When Aida Osman was thirteen she worked in the cornfields of Lincoln, Nebraska. It’s a fact only mentioned once, off-handedly, in a profile by Forbes, but one I felt demanded further explanation.
“It’s kind of predatory. Like, these different farms go to the middle schools, and they set up a booth, kind of like the army reserves or the Marines,” she detailed to me. “Essentially, it’s rush week at your middle school, but it’s like, which local farm are you going to give your [child] labor to?”
It was a memorable and formative experience for her, though. She made two thousand dollars from it—“Bro, that’s not all right. That’s not a safe amount of money to give to a young child … I bought drugs, like, the next month.”—and it was the first job she ever held, a fact that makes her reflect on her current phase in life.
“This is the longest stretch of my life I haven’t had a job, to be honest, because I’ve gotten pregnant, and I just got married, and I decided to take a break, you know? And it’s been amazing, but I’ve definitely had to put my value in other things like, I don’t know, being a mother. I don’t know, having a family. But I’ve always defined myself as being a worker,” she says.

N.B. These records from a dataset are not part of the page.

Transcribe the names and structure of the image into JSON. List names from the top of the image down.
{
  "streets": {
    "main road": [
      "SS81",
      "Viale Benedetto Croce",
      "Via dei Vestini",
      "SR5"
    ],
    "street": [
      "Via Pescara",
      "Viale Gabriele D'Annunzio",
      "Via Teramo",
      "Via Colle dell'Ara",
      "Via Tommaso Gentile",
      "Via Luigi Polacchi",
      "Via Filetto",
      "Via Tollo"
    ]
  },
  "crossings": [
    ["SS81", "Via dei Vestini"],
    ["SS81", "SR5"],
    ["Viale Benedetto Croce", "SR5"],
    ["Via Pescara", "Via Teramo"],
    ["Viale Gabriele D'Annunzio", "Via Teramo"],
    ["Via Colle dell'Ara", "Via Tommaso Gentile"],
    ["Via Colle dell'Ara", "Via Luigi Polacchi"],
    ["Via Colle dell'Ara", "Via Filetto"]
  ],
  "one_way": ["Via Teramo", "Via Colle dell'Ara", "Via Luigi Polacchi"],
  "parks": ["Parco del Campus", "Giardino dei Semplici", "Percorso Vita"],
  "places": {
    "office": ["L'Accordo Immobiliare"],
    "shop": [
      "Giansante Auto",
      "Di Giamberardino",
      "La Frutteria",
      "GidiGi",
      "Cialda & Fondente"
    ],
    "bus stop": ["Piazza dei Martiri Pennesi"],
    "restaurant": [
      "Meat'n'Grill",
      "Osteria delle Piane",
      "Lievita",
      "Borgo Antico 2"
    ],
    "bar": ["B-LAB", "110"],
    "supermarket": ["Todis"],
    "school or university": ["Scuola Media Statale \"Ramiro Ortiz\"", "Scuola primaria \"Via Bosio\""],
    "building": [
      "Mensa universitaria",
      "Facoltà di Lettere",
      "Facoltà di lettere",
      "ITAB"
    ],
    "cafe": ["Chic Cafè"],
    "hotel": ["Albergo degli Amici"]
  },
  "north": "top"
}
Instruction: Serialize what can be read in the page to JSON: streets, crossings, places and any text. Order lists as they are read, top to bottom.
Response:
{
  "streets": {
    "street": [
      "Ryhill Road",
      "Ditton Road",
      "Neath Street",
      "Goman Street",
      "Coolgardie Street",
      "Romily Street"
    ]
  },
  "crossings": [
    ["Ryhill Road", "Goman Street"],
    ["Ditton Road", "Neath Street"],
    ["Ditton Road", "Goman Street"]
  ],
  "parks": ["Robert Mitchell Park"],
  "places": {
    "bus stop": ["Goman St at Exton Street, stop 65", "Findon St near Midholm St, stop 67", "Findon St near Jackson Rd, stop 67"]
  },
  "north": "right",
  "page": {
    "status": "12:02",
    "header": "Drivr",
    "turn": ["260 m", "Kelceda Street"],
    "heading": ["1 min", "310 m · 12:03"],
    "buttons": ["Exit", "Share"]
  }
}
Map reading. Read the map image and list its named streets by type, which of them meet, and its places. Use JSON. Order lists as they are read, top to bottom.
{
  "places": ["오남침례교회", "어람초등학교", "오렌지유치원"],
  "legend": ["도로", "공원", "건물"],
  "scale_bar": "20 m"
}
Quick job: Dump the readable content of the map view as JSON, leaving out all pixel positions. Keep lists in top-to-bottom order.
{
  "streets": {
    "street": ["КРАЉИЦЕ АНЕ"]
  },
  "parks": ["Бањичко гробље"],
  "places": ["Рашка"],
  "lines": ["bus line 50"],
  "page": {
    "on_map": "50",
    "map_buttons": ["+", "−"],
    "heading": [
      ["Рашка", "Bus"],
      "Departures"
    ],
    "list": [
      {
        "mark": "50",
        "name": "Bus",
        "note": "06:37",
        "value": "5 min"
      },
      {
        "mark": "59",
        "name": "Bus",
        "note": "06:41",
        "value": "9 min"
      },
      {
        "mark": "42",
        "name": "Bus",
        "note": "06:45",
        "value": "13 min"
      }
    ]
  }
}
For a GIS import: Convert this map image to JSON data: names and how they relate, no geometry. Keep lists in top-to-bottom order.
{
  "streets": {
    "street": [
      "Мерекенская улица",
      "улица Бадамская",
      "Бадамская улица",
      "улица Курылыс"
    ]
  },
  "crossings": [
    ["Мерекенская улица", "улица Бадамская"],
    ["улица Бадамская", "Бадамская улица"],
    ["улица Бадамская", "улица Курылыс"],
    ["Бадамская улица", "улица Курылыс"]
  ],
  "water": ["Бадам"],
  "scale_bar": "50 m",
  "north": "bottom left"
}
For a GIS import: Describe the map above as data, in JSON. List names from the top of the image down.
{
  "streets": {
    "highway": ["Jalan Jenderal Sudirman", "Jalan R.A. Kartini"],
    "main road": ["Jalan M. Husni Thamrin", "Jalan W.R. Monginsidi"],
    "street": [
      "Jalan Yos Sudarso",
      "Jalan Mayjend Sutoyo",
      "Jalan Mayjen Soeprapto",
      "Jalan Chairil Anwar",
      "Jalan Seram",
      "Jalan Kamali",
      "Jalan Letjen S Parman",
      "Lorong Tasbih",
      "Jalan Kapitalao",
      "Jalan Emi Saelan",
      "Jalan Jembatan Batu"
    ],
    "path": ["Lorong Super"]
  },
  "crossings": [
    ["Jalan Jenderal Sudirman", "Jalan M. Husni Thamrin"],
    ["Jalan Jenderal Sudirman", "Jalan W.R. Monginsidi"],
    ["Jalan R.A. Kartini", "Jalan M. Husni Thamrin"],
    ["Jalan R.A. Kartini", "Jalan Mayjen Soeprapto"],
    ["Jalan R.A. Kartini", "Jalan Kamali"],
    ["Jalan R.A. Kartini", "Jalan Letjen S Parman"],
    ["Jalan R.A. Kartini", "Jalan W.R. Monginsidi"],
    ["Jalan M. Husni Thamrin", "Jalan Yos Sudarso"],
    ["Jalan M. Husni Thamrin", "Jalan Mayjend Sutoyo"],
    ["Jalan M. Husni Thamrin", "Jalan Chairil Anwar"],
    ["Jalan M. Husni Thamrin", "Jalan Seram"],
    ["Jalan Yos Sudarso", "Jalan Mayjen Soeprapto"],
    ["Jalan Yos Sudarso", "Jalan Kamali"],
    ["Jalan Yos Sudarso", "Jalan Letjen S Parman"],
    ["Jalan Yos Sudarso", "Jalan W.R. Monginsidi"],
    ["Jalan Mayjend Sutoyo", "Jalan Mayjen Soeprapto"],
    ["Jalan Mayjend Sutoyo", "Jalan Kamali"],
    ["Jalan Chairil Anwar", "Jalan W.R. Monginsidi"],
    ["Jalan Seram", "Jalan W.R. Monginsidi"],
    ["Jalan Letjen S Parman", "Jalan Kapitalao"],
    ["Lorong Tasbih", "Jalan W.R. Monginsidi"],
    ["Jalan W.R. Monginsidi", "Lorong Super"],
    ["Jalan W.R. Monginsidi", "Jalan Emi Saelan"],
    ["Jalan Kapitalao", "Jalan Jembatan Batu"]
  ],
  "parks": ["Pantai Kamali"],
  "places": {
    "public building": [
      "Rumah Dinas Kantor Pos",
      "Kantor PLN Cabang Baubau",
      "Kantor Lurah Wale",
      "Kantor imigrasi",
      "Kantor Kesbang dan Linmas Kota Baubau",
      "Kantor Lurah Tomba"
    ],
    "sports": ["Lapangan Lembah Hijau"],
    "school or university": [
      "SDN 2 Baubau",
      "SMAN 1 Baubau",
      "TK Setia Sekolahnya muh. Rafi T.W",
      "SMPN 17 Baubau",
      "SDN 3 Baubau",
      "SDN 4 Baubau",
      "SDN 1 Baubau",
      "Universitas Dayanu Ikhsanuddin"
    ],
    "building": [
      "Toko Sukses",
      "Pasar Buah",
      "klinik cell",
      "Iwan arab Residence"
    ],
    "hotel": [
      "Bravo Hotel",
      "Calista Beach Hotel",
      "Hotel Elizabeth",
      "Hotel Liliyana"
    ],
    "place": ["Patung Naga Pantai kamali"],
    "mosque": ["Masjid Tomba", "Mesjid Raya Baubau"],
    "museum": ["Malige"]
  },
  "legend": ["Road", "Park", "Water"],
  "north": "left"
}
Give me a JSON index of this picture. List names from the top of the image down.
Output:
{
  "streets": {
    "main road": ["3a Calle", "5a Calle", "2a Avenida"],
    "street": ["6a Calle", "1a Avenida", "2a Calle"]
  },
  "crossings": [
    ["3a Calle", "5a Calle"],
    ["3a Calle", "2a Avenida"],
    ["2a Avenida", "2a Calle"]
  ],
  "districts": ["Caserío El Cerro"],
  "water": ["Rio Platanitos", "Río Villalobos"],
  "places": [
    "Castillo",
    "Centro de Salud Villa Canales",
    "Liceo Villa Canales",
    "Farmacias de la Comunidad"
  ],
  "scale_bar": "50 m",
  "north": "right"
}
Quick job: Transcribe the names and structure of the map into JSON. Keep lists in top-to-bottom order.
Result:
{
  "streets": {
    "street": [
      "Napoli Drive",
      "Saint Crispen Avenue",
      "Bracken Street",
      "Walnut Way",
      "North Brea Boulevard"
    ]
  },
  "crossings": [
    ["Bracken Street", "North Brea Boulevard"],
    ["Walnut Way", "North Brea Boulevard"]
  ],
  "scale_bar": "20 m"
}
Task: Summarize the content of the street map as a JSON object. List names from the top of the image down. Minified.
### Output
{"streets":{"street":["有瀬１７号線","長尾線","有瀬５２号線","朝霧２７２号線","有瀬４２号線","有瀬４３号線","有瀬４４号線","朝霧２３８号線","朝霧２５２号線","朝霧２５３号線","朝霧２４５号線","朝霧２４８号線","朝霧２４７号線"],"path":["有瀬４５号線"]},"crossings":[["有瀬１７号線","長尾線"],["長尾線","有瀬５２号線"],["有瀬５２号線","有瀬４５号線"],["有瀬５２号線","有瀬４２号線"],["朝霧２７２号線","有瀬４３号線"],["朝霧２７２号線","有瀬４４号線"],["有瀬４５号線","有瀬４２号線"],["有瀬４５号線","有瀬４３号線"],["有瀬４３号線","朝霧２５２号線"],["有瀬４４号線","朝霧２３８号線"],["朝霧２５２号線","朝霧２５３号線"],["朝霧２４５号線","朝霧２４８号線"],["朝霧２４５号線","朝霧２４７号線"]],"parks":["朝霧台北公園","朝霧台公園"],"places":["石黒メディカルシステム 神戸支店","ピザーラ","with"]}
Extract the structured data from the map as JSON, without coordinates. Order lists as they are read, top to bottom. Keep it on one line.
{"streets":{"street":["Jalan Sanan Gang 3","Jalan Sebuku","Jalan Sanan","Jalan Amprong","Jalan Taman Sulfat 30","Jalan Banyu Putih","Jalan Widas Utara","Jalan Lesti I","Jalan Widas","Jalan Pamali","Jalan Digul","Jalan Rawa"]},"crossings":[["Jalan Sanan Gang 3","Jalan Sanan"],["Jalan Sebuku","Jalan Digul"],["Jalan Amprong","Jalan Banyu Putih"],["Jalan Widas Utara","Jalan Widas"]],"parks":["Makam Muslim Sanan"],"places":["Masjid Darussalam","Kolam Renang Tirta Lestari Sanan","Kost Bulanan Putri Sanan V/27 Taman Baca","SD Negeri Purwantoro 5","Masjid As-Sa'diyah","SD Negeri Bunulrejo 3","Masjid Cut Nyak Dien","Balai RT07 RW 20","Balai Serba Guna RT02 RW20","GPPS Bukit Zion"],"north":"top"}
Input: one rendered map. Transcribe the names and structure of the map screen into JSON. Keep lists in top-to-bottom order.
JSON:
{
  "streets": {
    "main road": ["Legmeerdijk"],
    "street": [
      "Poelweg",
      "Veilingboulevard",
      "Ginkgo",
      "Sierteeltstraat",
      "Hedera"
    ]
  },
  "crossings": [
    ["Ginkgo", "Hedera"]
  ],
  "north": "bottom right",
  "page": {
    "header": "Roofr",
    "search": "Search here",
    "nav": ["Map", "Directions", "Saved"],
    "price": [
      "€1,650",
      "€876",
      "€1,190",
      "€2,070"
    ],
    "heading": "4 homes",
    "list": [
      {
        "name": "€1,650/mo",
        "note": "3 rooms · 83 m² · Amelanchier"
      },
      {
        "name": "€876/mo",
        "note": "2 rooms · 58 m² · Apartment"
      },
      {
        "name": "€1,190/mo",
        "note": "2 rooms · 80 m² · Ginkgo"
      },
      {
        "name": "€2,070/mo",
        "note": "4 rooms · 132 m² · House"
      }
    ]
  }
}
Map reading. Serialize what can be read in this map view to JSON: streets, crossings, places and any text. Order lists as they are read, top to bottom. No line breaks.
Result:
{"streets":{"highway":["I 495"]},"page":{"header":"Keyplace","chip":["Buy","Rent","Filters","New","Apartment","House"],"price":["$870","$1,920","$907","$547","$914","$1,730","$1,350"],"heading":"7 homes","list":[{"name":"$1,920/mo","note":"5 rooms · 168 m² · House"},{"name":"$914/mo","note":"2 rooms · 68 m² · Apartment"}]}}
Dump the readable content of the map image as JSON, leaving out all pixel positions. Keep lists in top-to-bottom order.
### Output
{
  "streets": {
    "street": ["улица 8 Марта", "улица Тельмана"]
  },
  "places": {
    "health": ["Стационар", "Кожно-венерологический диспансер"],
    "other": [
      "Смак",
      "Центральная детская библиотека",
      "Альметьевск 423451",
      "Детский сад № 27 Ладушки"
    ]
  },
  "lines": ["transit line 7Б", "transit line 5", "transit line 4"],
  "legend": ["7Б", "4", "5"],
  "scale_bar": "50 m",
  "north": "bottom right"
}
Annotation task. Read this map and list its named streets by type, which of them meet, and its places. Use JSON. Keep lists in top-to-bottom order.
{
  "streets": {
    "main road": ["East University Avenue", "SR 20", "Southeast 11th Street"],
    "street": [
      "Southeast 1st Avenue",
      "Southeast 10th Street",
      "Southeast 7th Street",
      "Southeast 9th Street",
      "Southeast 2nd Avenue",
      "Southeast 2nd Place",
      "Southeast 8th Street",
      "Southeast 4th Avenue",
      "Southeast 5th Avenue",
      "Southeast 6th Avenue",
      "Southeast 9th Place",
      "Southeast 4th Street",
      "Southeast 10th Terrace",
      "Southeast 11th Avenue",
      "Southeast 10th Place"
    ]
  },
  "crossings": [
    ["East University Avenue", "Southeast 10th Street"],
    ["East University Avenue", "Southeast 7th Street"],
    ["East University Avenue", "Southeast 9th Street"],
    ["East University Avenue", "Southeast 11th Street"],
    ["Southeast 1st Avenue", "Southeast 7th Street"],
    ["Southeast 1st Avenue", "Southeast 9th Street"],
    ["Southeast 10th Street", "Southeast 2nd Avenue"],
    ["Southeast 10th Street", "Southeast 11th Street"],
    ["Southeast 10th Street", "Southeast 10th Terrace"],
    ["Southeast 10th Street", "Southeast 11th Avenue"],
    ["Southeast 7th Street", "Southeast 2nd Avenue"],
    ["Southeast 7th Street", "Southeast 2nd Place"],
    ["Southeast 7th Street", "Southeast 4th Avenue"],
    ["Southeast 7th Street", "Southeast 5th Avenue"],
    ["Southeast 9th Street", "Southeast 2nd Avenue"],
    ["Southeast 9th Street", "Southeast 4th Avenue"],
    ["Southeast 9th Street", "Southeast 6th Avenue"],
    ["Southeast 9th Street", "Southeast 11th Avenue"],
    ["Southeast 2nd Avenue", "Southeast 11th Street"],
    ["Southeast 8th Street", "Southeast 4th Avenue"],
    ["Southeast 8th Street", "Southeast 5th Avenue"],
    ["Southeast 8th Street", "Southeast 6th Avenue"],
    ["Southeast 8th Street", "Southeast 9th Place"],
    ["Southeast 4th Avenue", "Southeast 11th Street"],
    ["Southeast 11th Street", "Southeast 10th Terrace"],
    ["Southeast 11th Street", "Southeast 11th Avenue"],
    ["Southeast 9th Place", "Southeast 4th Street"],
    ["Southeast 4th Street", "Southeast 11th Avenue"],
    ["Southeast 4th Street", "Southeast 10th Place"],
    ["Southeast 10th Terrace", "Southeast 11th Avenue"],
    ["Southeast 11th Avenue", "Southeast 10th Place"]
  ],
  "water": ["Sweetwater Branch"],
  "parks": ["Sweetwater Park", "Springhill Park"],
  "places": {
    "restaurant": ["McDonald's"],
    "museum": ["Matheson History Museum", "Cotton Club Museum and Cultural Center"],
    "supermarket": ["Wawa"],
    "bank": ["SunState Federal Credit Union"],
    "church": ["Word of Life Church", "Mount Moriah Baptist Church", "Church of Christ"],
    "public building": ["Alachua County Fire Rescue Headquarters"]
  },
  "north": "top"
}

Her résumé would certainly stand to support that view. At just 28, she’s written and performed in an unimaginably wide variety of comedic entertainment. A few shining standouts are Big Mouth, Wild ‘n Out, Group Therapy, Crooked Media’s Keep It, Betty, and, most recently, Issa Rae’s Rap Sh!t. She bears the mark, too, of someone who’s spent more than their fair share in comedy writing rooms. I entered the call irrationally nervous that somehow I wouldn’t be professional enough, but was quickly disarmed by her tendency and ability to rattle off brilliant, irreverent jokes and eclectic cultural references at breakneck speed. A new fear, then, very quickly took hold—that I wouldn’t be funny, or cool enough.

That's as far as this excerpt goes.